With the NFL conference championships now complete I thought it would be timely to take a closer look at some football statistics ahead of the Super Bowl. I’m not a huge football fan but analyzing this data is a great way to get a better feel for the game and the statistics that drive it.

Problem Statement

The objective of this exercise is to determine which team statistics have the greatest impact on the amount of total points scored during an NFL Game. This problem statement is very specific because I want to be able to compare my modeled output to the Las Vegas Over/Under betting line (see below). I am merely using this as a comparison benchmark for the machine learning model i will produce.
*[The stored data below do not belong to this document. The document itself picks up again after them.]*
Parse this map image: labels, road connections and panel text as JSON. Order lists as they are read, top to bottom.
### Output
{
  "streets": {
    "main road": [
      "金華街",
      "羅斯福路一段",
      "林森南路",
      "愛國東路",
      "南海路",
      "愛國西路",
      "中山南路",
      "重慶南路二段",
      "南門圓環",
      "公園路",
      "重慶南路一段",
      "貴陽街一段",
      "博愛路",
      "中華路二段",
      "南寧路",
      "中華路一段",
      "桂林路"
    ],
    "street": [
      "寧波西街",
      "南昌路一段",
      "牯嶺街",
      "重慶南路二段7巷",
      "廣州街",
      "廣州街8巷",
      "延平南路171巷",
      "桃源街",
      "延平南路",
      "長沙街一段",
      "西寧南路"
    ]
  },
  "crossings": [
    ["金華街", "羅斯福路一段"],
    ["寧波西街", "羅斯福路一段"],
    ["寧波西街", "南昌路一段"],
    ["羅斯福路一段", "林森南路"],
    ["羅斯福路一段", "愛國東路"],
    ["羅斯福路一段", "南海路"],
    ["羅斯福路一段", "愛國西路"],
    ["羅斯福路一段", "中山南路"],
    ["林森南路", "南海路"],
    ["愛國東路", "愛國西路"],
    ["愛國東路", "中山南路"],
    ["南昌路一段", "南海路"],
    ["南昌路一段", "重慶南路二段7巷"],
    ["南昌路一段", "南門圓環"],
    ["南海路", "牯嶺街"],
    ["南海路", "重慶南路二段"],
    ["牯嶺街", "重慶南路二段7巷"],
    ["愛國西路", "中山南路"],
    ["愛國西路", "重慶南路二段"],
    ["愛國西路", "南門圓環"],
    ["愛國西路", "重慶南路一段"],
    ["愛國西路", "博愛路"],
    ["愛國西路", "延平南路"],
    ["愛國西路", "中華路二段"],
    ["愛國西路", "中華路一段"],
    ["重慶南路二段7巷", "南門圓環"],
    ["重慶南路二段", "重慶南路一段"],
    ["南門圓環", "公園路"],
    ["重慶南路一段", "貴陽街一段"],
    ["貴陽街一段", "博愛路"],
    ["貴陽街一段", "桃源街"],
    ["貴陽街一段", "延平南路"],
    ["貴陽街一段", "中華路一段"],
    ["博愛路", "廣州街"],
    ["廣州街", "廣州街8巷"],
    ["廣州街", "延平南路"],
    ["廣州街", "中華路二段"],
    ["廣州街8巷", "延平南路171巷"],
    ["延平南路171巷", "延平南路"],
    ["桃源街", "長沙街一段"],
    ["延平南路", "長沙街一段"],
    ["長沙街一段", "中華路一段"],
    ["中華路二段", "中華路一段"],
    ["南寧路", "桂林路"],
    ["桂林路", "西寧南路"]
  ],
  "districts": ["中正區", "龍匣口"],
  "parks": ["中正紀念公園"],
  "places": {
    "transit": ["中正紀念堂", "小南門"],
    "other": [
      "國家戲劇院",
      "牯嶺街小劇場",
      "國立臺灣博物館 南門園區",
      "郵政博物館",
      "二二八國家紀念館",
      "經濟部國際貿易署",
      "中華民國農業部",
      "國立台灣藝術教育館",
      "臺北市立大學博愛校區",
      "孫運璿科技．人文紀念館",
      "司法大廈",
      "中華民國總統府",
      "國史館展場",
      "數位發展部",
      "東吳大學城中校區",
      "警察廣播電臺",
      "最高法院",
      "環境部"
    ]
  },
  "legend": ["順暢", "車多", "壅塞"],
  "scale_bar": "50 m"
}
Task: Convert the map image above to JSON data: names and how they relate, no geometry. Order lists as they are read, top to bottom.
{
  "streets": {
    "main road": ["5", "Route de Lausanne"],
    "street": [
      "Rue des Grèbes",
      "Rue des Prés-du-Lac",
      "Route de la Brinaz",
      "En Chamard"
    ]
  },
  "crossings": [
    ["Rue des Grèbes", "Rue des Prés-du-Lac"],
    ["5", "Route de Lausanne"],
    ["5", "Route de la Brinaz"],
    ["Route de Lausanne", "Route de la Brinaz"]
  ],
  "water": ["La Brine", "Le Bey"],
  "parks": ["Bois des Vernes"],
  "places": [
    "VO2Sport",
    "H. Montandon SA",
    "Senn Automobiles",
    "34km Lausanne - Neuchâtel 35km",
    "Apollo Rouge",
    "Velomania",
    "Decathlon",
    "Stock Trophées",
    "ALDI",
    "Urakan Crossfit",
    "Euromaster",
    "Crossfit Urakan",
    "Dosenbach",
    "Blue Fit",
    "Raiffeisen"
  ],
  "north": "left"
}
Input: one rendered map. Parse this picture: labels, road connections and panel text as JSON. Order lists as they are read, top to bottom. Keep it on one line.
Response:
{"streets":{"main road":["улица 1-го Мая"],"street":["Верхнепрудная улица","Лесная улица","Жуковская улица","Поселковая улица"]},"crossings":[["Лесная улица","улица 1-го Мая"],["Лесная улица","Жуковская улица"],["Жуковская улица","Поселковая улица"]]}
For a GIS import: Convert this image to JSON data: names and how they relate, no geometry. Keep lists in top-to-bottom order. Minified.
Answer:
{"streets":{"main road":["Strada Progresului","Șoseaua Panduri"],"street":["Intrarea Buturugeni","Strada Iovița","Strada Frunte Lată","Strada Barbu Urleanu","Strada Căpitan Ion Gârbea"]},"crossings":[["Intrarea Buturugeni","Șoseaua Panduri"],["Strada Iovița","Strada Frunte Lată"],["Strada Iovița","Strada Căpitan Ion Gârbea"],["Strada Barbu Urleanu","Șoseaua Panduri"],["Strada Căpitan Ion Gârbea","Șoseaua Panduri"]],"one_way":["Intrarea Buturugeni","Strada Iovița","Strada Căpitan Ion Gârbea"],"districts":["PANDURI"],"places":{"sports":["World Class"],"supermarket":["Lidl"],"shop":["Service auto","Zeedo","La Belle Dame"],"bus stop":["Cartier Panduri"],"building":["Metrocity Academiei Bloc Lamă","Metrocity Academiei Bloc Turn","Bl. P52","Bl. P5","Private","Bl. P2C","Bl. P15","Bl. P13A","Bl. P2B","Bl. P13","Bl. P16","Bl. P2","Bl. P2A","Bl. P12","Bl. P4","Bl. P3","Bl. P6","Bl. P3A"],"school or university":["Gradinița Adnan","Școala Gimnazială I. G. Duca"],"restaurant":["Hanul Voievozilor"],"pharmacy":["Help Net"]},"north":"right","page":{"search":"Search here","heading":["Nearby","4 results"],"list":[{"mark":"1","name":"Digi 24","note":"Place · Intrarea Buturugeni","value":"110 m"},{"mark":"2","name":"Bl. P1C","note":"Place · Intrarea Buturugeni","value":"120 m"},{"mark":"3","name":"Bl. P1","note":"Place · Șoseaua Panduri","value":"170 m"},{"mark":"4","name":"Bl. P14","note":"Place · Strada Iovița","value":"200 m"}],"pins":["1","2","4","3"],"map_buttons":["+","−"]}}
Note: I have no aspirations of becoming a professional sports gambler! ;-)

BettingLines

NFL Betting Lines

Las Vegas needs to be correct on their betting lines at least 52.4% of the time in order to break even. Therefore any model I come up with will need to beat these odds in order to be profitable. I will be focusing on the Over/Under betting line above since this is probably the easiest number to predict.

This sort of analysis can help for more than just betting, there are multiple constituents that can benefit from this sort of analysis:

  • NFL Teams: By analyzing point totals for the entire league and comparing their individual point totals, teams can better adjust their player roster to improve scoring.
  • NFL Players: Players can get a better sense of how best to tackle (pun intended) their opponents in the coming weeks.
  • Fans: Fans can better enjoy the game and have hours of commentary by knowing where their favorite teams excel or need improvement.

Data Selection & Web Scraping

DataAnalysis

Photo by Markus Spiske temporausch.com from Pexels

As I started this data analysis I had to find a reliable source for statistics on NFL games. The best provider I could find that also allowed webscraping was the Pro Football Reference page. This site has an amazing depth of detail in the statistics they capture for each and every game.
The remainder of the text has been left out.